● **REQUIRED ACTION**
Please return every line from the entries that has the string "compass" in it.

(Collected data entries)
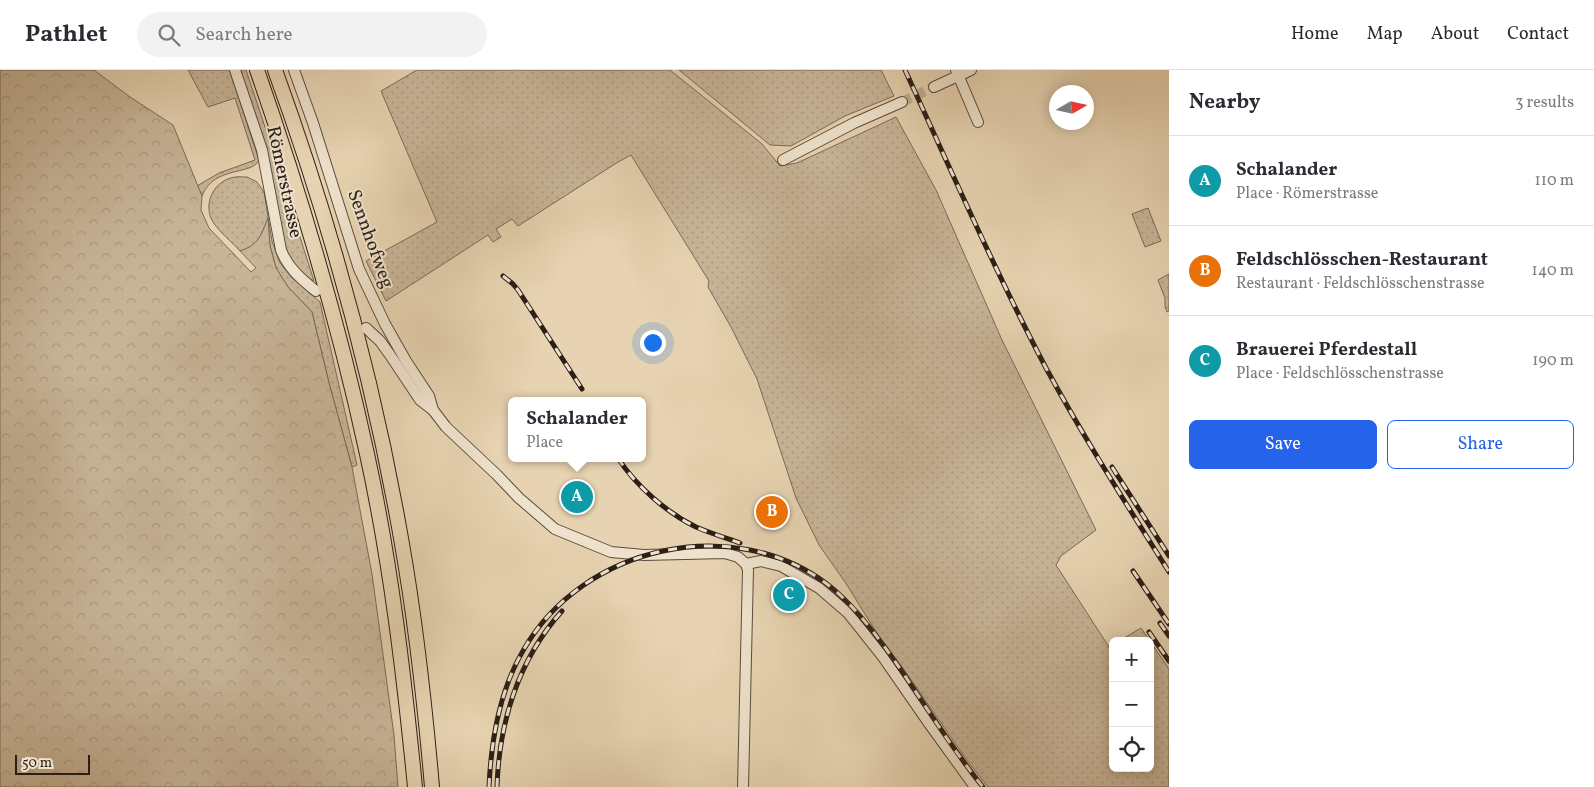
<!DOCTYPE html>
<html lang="en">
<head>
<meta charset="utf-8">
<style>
	body { margin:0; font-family:Vollkorn,serif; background:#f2f2f3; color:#2b2b33 }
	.controls { position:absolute; right:15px; bottom:15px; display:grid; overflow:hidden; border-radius:8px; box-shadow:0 2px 12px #0003 }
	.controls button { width:45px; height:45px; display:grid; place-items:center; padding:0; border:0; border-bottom:1px solid #e1e1e2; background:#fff; color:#2b2b33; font:25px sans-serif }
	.compass { position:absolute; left:1049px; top:15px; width:45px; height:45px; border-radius:50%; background:#fff; box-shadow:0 2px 12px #0003; rotate:81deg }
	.scale { position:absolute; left:15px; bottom:12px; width:75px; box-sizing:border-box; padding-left:5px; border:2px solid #2b1f17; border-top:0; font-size:14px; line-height:18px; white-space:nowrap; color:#2b1f17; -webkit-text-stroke:4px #efe2cc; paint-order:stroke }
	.you { position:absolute; left:652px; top:272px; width:18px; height:18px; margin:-12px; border:4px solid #fff; border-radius:50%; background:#1a73e8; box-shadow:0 0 0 8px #1a73e833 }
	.badge { display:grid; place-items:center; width:32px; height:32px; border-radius:50%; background:#2563eb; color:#fff; font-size:16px; font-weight:700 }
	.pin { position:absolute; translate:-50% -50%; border:2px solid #fff; box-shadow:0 1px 5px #0006 }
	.popup { position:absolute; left:508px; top:327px; width:138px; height:65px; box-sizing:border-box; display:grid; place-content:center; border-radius:8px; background:#fff; filter:drop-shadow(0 1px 4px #0005); font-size:16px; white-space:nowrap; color:#7c7c81 }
	.popup b { font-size:19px; color:#2b2b33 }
	.popup::after { content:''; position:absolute; left:50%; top:100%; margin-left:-10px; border:10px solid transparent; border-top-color:#fff }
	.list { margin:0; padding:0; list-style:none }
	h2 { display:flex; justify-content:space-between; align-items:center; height:65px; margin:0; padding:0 20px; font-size:21px }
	h2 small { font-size:16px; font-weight:400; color:#7c7c81 }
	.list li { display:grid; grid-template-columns:32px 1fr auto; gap:15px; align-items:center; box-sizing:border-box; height:90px; padding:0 20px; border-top:1px solid #e1e1e2 }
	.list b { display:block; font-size:19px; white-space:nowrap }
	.list p { margin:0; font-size:16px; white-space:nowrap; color:#7c7c81 }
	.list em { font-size:16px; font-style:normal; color:#7c7c81 }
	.actions { display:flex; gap:10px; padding:15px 20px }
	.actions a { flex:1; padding:11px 0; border:1px solid #2563eb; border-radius:8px; text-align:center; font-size:18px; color:#2563eb }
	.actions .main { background:#2563eb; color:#fff }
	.icon { flex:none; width:28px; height:28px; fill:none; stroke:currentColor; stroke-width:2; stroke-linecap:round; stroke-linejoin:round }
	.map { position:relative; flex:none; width:1169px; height:717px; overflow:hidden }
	header { display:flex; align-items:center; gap:30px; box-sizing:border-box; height:70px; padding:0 25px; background:#fff; border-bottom:1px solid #e1e1e2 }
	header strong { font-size:24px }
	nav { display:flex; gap:28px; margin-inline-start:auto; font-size:18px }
	.search { width:350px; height:45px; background:#f2f2f3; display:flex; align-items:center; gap:12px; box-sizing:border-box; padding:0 18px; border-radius:28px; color:#7c7c81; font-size:19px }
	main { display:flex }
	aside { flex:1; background:#fff }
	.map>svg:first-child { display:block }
	.grass { fill:url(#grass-dots); stroke:#796a57 }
	.forest { fill:url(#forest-crowns); stroke:#796a57 }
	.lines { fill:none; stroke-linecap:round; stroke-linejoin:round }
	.minor-tunnel { stroke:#c1af92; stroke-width:10; stroke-dasharray:10 5; stroke-linecap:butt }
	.minor-casing { stroke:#5a4c3e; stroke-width:12 }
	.highway-casing { stroke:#2b1f17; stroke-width:16 }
	.minor { stroke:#efe2cc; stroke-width:10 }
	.highway { stroke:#e7d3b1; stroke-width:14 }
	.rail-casing { stroke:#2b1f17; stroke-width:5 }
	.rail { stroke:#efe2cc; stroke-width:3; stroke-dasharray:9; stroke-linecap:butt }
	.labels { text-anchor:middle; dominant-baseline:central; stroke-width:4; stroke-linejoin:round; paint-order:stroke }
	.street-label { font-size:19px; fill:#2b1f17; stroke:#efe2cc }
</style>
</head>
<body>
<header>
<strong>Pathlet</strong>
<div class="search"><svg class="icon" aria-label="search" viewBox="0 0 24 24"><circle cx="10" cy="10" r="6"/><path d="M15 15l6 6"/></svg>Search here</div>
<nav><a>Home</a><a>Map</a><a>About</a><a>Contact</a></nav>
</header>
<main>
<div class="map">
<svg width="1169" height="717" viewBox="0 0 1169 717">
	<defs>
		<pattern id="grass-dots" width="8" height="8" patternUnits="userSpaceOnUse" patternTransform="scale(1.25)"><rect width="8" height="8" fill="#c7b497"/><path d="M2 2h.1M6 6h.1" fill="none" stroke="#ab9a81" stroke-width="1.8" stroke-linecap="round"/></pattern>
		<pattern id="forest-crowns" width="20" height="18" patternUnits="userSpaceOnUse" patternTransform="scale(1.25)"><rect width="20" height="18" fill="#c7b497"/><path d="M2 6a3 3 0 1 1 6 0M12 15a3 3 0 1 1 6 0" fill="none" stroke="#ab9a81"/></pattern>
	</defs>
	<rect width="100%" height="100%" fill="#e7d3b1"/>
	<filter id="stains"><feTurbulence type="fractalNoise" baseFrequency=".004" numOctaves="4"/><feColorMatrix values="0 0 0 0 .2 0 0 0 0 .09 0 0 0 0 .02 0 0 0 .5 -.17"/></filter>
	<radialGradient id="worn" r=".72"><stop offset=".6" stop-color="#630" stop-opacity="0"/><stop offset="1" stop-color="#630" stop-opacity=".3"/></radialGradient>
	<!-- grass -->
	<g class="grass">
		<path d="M188,0H230L259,90C252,106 214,95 202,126L197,116L219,103L255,90L235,28L208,37Z"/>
		<path d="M239,0H246L266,60L314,211C305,206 296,200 291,191C277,165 278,135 272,106C264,69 252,35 239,0Z"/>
		<path d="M417,0H670L762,74L780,96L797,93L896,47L936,120L1002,270L1096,460L1061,486L1056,495L1109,577L1113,575V698H1150V571L1169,599V717H988L966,689L903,598L885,576L845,512L819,475L796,428L757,309L731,257L708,217L709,211L631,85L618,92L518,156L512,149L496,159L501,167L493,172L488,165L386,231L366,191L437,152L381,21Z"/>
		<path d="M679,0H881L894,26L845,46L791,76L770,75Z"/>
		<path d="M247,107L257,112L264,122L272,171L280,193L292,208L320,232L357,395L352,397L329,313L312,242L288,217L276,198L270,176L268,150C258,166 263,174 240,181C232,172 220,163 213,152C203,136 212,113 231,108C236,106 242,107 247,107Z"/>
		<path d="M1148,138L1161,171L1145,177L1132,144Z"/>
		<path d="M1169,204V241L1167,242L1165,237V228L1158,210Z"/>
		<path d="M1141,558L1150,571H1119Z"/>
	</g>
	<!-- forest -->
	<path class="forest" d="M0,0H94L130,27L173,55L202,126L201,140L209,158L251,202L256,198L240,181C259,175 261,165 268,148L270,176L276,198L288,217L312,242L329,313L352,397L372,504L394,665L398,717H0Z"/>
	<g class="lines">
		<!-- minor-tunnel -->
		<path class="minor-tunnel" d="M902,32L934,17"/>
		<defs>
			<g id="minor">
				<path d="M235,0L262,80L281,180C288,198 301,209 316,221"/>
				<path d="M294,0L313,53L359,199L385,254L406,291L429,326L433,340"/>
				<path d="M956,0L978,52"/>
				<path d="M934,17L971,0"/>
				<path d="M783,90L854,53L902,32"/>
				<path d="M366,258L380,271L390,285L420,330L433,340L446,357L497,405L519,428L555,459L611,482L644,485L725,483L738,487L746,494"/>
				<path d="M746,494L761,491L781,496L819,518L848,543L883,587L928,652L975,717"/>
				<path d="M743,717L748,500L746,494"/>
			</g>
			<g id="highway">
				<path d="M257,0C301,126 339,254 367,384C391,494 404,606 415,717"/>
				<path d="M275,0C331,154 374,312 402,474C416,554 425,636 432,717"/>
			</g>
		</defs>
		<!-- minor casing -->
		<use href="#minor" class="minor-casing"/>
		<!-- highway casing -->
		<use href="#highway" class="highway-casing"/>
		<!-- minor -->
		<use href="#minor" class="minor"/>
		<!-- highway -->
		<use href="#highway" class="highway"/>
		<defs>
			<g id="rail">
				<path d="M905,0C951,100 995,201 1046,298C1084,368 1127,435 1169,502"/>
				<path d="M503,206L513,214L518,220L582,319"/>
				<path d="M618,388C635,415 667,443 696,457C710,463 726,468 740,473"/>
				<path d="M1112,397L1169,486"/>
				<path d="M1133,501L1169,554"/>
				<path d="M1160,553L1169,566"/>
				<path d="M1149,562L1169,591"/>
				<path d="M489,717C491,671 500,619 524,579C583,477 731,442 827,514C853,534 875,563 894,590C923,631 951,678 983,717"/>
				<path d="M497,717C499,653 518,590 562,541"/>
			</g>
		</defs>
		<!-- rail casing -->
		<use href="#rail" class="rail-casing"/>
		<!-- rail -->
		<use href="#rail" class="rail"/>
	</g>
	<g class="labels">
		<!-- street labels -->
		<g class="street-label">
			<text transform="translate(284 112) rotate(78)">Römerstrasse</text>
			<text transform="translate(370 169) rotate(70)">Sennhofweg</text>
		</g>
	</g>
	<rect width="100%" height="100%" filter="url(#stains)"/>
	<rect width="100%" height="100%" fill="url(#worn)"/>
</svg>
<div class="controls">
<button>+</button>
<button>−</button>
<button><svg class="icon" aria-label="locate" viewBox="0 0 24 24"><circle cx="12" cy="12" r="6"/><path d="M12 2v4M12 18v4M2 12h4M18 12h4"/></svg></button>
</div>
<svg class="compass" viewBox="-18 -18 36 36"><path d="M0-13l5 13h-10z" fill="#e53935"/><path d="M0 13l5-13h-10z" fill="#7c7c81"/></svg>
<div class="scale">50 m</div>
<div class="you"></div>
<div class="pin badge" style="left:577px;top:427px;background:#0f9aa8">A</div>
<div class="popup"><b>Schalander</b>Place</div>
<div class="pin badge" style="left:772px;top:442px;background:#e8710a">B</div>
<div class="pin badge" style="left:789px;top:525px;background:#0f9aa8">C</div>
</div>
<aside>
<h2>Nearby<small>3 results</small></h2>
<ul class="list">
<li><span class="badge" style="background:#0f9aa8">A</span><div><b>Schalander</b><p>Place · Römerstrasse</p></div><em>110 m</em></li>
<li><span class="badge" style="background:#e8710a">B</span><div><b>Feldschlösschen-Restaurant</b><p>Restaurant · Feldschlösschenstrasse</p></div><em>140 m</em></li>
<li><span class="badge" style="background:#0f9aa8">C</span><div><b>Brauerei Pferdestall</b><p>Place · Feldschlösschenstrasse</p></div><em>190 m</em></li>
</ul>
<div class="actions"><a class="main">Save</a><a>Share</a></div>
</aside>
</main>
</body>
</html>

● **RESULT BELOW**
	.compass { position:absolute; left:1049px; top:15px; width:45px; height:45px; border-radius:50%; background:#fff; box-shadow:0 2px 12px #0003; rotate:81deg }
<svg class="compass" viewBox="-18 -18 36 36"><path d="M0-13l5 13h-10z" fill="#e53935"/><path d="M0 13l5-13h-10z" fill="#7c7c81"/></svg>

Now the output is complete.